Regression, Regularization and Simpsons Paradox
Regression and Simpsons Paradox
Overview
In this project, I breifly explain regression from function approximation and probabilitic viewpoints and then model SalesPrice from the Ames housing dataset using simple linear regression, implemented from scratch in python for both categorical/continous features. Thereafter, I plot the feature estimators from best to worst and explain simpson’s paradox observed during the process.
Data
Dataset used is an AmesHousing.txt of category population which consists of 2930 rows and 82 features among them 23 nominal, 23 ordinal, 14 discrete, and 20 continuous variables (and 2 additional observation identifiers). The dataset used is of the year 2006 - 2010.
Linear Regression Overview
Function Approximation Viewpoint
From a function approximation viewpoint, regression can be defined as learning a function \({y}=f(X)\) where y is the response and X are the set of features.
The form of this function is linear in nature,
\[{y} = \beta_0 + \beta_1 x_1, \beta_2 x_2, ... \beta_k x_k + \epsilon\]\(\beta_0\) is the bias term
\(\beta's\) are the weights
\(\epsilon\) is the error (b/w our linear predictor and true response), and we make some assumption on the error term namely:
- Zero mean and constant Var i.e \(\approx N(0, \sigma^2)\) \
- Independent across observations.
Regularization is the process where we apply constraints (usually p-norm’s) on the model parameters (\(\beta's\)). Depending on the norm used (L1,L2) we call them lasso or ridge regression respectively.
Probabilistic Viewpoint
From a probabilitic viewpoint, we can rewrite the model as a conditional probability density:
\[p(y | X, \theta) = N(y| \mu(X), \sigma^2(X))\]For linear regression, we model \(y\) using a normal distribution. Further, we assume mean (\(\mu\)) is a linear function of \(X\), so \(\mu = \beta^TX\) and that the variance is constant.

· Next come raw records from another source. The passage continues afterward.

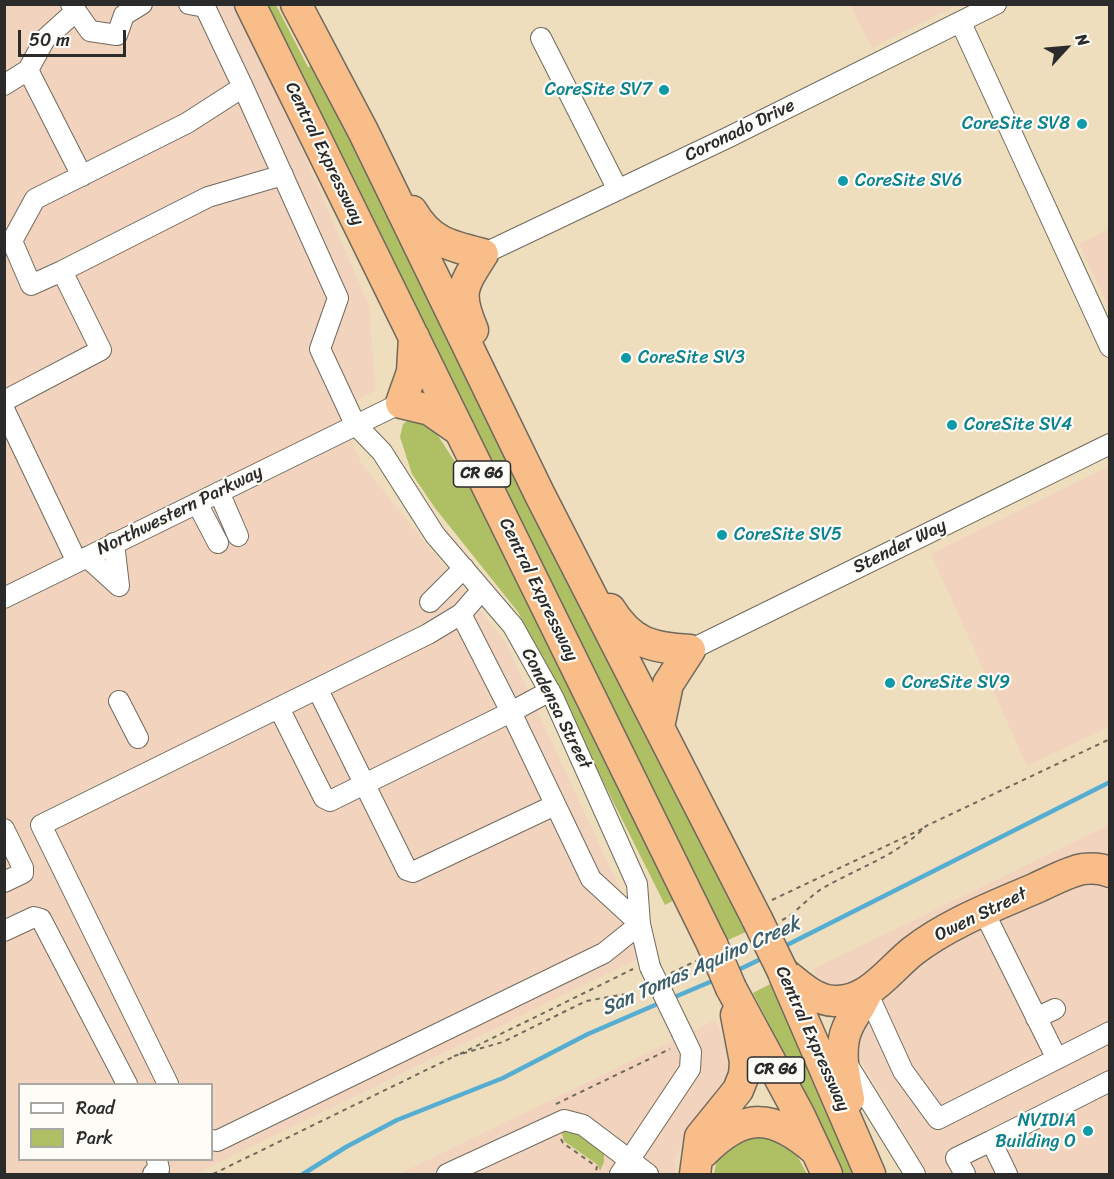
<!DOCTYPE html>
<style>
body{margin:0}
#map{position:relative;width:1114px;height:1179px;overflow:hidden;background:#efdebd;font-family:Sriracha,sans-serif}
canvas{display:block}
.frame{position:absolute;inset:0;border:6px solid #2b2b2b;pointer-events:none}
.legend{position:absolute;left:18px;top:1083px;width:195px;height:78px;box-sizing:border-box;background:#fdfcf7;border:2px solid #a9a8a5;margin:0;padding:8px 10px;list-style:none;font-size:18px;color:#2b2b2b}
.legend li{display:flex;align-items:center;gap:12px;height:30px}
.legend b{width:30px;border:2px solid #a9a8a5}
.north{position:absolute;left:1036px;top:18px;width:60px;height:60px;-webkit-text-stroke:4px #fdfcf7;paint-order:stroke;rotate:64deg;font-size:16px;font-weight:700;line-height:24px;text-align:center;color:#2b2b2b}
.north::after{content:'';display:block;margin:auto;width:21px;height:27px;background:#2b2b2b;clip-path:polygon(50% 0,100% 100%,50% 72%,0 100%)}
.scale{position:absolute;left:18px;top:30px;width:108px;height:27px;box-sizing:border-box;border:3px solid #2b2b2b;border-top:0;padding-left:8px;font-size:18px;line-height:21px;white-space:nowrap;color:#2b2b2b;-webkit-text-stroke:4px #fdfcf7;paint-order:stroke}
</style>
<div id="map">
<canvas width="1114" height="1179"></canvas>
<div class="frame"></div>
<ul class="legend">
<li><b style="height:8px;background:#fff"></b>Road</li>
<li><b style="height:16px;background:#aec063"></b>Park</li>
</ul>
<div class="north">N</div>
<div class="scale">50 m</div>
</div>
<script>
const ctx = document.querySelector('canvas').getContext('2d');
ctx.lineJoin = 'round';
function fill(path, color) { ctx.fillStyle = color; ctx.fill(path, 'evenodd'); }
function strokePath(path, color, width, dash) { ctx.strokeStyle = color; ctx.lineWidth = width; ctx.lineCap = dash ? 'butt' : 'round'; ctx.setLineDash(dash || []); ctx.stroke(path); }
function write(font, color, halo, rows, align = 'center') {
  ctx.font = font + ' Sriracha,sans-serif'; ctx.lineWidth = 4.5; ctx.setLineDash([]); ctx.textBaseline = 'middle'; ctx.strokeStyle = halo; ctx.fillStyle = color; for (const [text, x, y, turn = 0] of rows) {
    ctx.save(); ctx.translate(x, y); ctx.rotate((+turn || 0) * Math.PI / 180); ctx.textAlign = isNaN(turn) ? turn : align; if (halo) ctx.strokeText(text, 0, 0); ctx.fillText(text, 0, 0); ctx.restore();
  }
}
fill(new Path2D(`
 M 5,5 L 234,5 L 282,103 L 370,308 L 375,391 L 337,412 L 362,464 L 505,641 L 650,953 L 195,1174 L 5,1174 ZM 20,1084 L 212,1084 L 212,1160 L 20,1160 Z
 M 850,5 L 957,5 L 872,48 Z
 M 1109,229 L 1109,309 L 1079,244 Z
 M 1109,466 L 1109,727 L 1027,766 L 931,554 Z
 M 1109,825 L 1109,1174 L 928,1174 L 852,1046 L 813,969 Z
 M 715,1020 L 729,1054 L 732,1069 L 725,1082 L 687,1131 L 675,1160 L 676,1174 L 399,1174 Z`), '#f2d4be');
fill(new Path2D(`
 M 268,5 L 276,5 L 308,67 L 315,64 L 750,930 L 728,940 L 722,931 L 298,88 L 306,81 Z
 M 414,416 L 429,422 L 472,488 L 678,898 L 665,905 L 518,612 L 435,508 L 412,474 L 400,437 L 403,424 Z
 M 774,982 L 861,1174 L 842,1174 L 813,1108 L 753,993 Z
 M 561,1129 L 576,1131 L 604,1153 L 604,1162 L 600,1171 L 598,1165 L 564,1141 Z
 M 756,1131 L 792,1146 L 807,1174 L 714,1174 L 718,1153 Z`), '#aec063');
strokePath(new Path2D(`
 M 781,948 L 1110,782
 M 736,971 L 763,958
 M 670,999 L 717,979
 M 303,1174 L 346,1147 L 397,1120 L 503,1078 L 588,1034 L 662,1002`), '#55add2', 4.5);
const minor = new Path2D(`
 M 71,4 L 90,31 L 117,35 L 124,15 L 142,4
 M 76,11 L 45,39 L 28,70 L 82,176
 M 961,23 L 1110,347
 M 541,38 L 618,190
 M 4,85 L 28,70
 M 243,87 L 338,298 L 320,349 L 355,424 L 382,452 L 435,535 L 513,626 L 554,699 L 637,884 L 640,924 L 650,967
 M 483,254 L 729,137 L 996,4
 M 62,271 L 31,285 L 12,241 L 35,199 L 187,123 L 243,87 L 205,7 L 189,4
 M 4,401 L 101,350 L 62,271 L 208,197 L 283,175
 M 4,409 L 77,562
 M 219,492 L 238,536
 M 197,503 L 218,543
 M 114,543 L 119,586
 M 87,557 L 119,586
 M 4,598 L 401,403
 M 430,602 L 464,568
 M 461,614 L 511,712 L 550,691
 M 690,650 L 1110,444
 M 318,690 L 407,870 L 413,872 L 555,805
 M 119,701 L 138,738
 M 279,708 L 324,798 L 330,801 L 511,712 L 591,879 L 640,924
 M 4,829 L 23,868 L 23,873 L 4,882
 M 984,912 L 1057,1059
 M 4,931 L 34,917 L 41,919 L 127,1084
 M 867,992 L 903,1071 L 938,1119 L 1110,1032
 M 1036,1018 L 1055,1009
 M 849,1067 L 915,1174
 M 168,1084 L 41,825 L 428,634 L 461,614 L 482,590
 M 212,1140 L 217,1141 L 604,953 L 640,924
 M 153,1174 L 159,1169 L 157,1160
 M 447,1174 L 564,1120 L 583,1125 L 648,1174
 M 620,1174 L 690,1069 L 691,1052 L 682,1033
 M 965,1174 L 956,1158 L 991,1141
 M 1007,1174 L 991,1141 L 1110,1081`);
const highway = new Path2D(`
 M 250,4 L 712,944
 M 296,4 L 363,131 L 540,495 L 757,919
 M 412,211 C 430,242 450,246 483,254 C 462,287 457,292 473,330
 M 414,337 L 412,372 L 401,403 L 430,410 L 460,431
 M 610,609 C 631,643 652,648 690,650
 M 659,727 L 668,684 L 690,650
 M 783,972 C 798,984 814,1000 834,1001 C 868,1003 890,969 913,951 C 949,923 995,906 1036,888 C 1050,882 1067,872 1083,869 C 1091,868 1101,868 1110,872
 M 784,975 L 870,1174
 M 731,988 L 799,1114 L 827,1174
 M 849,1099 C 845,1078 838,1050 847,1029 C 852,1016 862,1006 867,992
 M 704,1152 C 745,1111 773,1114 815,1150
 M 695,1174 L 700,1137 L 738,1090 L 744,1075 L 745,1062 L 736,1015`);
strokePath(minor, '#706a5e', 22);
strokePath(highway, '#706a5e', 33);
strokePath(new Path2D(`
 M 772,900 L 924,828
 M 782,920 C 798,912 808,897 823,888 C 858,868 898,855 926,826 L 1110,739
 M 671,973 L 696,961
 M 460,1054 L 633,969
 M 454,1056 L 503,1042 L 586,1001 L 632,993 L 642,988
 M 556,1104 L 670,1049
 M 561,1139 L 563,1143 L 597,1167 L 595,1174
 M 213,1174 L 455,1056`), '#706a5e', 2, [4.5, 4.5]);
strokePath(minor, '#fff', 20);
strokePath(highway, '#f8bd89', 30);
const minorBridge = new Path2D(`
 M 650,967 L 682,1033`);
const highwayBridge = new Path2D(`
 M 757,919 L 783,972
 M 712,944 L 731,988`);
strokePath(minorBridge, '#706a5e', 22, []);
strokePath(highwayBridge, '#706a5e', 33, []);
strokePath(minorBridge, '#fff', 20);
strokePath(highwayBridge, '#f8bd89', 30);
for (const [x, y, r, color] of [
 [664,90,6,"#0f9aa8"],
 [1082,124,6,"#0f9aa8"],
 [843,181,6,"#0f9aa8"],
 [626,358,6,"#0f9aa8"],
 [952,425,6,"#0f9aa8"],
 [722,535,6,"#0f9aa8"],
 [890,683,6,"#0f9aa8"],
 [1088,1131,6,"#0f9aa8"]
]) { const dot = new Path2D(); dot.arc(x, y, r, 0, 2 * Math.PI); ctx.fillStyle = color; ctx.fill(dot); strokePath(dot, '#fdfcf7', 2); }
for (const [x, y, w] of [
 [482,474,57],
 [776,1070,57]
]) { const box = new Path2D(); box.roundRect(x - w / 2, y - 13, w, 26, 4.5); ctx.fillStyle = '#fdfcf7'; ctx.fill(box); strokePath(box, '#2b2b2b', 1.5); }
write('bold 16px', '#2b2b2b', null, [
 ["CR G6",482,474],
 ["CR G6",776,1070]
]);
write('18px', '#0d838f', '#fdfcf7', [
 ["CoreSite SV7",652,90,"right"],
 ["CoreSite SV8",1070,124,"right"],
 ["CoreSite SV6",855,181],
 ["CoreSite SV3",638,358],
 ["CoreSite SV4",964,425],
 ["CoreSite SV5",734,535],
 ["CoreSite SV9",902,683],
 ["NVIDIA",1076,1121,"right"],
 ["Building O",1076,1142,"right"]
], 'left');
write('18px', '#2b2b2b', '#fdfcf7', [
 ["Coronado Drive",740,131,-26],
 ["Central Expressway",324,154,64],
 ["Northwestern Parkway",180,511,-26],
 ["Stender Way",900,547,-26],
 ["Central Expressway",538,590,64],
 ["Condensa Street",556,709,63],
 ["Owen Street",981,915,-26],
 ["Central Expressway",812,1039,66]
]);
write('italic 20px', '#3c5f6e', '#fdfcf7', [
 ["San Tomas Aquino Creek",701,967,-24]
]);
</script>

We can extend this framework, by modeling \(y\) using another distribution from the exponential family (eg: poisson, bernoulli etc.) and that is known as Generalized Linear Models.
Problem we are trying to solve:
Here, we model the dependence of y (SalesPrice) on each of the features in our data set using a normal distribution (linear regression).
Regression with categorical features
We will model the dependence of \(y\) on \(x\) as a normal distribution whose mean (but not variance) depends on the value of \(x\), with one separate mean parameter for each category of \(x\).
\[p(y\mid x) = \frac{1}{\sqrt{2\pi\sigma^2}}e^{-\frac{1}{2\sigma^2}(y-\mu_x)^2}\]Maximum likelihood estimate for \(\mu_1, \mu_2, \dots, \mu_K\) and \(\sigma^2\) is
\[\hat{\mu}_j= \frac{\sum_{i | x_i = j} y_i}{\sum_{i | x_i = j} 1}\] \[\hat{\sigma}^2 = \frac{1}{m}\sum_{i=1}^m (y_i - \hat{\mu}_{x_i})^2\]That is, the maximum likelihood estimate for \(\mu_j\) is the average of all of the \(y\) values when \(x=j\), and the maximum likelihood estimate for the variance is the empirical average squared difference between these means (predictions) and the true values.
Implementing the above from scratch and ordering from lowest variance to highest i.e from best single-feature estimator to worst.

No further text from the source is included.